### PROBLEM TO SOLVE
The response should consist of every line below, restated exactly, with no pictures.
##### DATA FOR THIS TASK
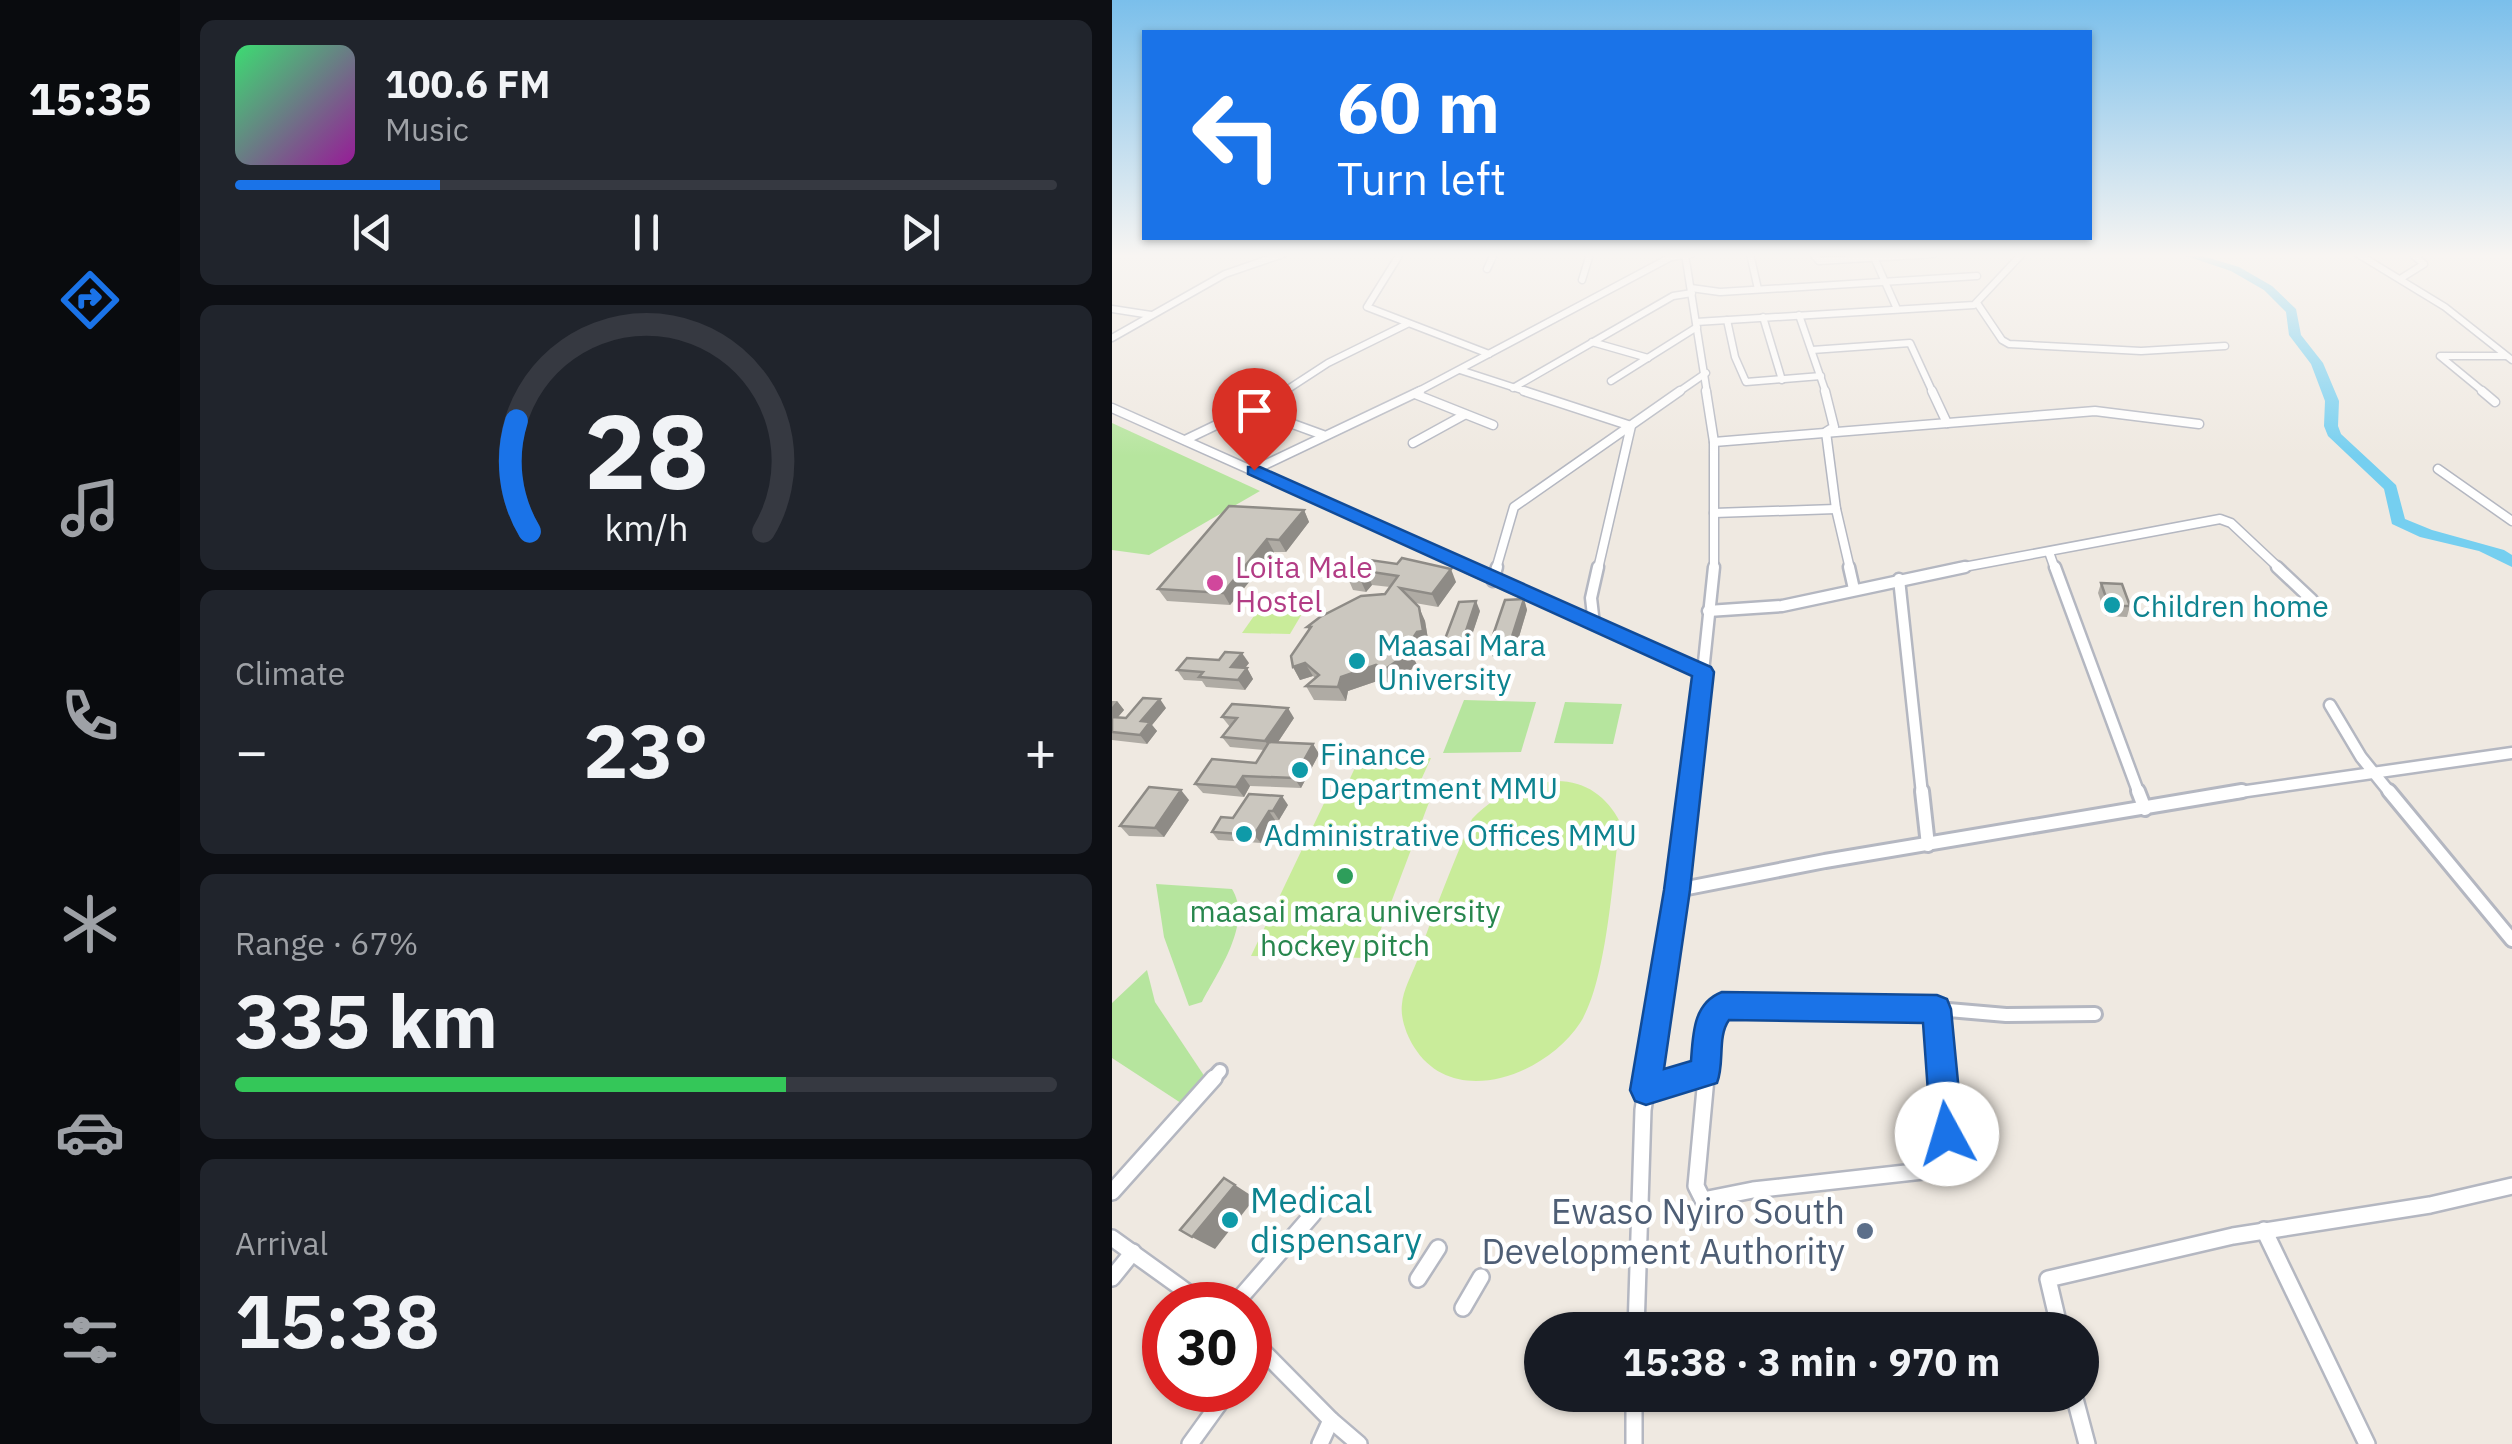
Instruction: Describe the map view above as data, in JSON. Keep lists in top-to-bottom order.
{
  "places": [
    "Loita Male Hostel",
    "Children home",
    "Maasai Mara University",
    "Finance Department MMU",
    "Administrative Offices MMU",
    "maasai mara university hockey pitch",
    "Medical dispensary",
    "Ewaso Nyiro South Development Authority"
  ],
  "page": {
    "tabs": "15:35",
    "turn": ["60 m", "Turn left"],
    "song": ["100.6 FM", "Music"],
    "tile": [
      "Climate",
      ["Range · 67%", "335 km"],
      ["Arrival", "15:38"]
    ],
    "heat": ["−", "23°", "+"],
    "limit": "30",
    "trip": "15:38 · 3 min · 970 m",
    "gauge": ["28", "km/h"]
  }
}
##########
### ANSWER SPACE
Instruction: Describe the map view above as data, in JSON. Keep lists in top-to-bottom order.
{
  "places": [
    "Loita Male Hostel",
    "Children home",
    "Maasai Mara University",
    "Finance Department MMU",
    "Administrative Offices MMU",
    "maasai mara university hockey pitch",
    "Medical dispensary",
    "Ewaso Nyiro South Development Authority"
  ],
  "page": {
    "tabs": "15:35",
    "turn": ["60 m", "Turn left"],
    "song": ["100.6 FM", "Music"],
    "tile": [
      "Climate",
      ["Range · 67%", "335 km"],
      ["Arrival", "15:38"]
    ],
    "heat": ["−", "23°", "+"],
    "limit": "30",
    "trip": "15:38 · 3 min · 970 m",
    "gauge": ["28", "km/h"]
  }
}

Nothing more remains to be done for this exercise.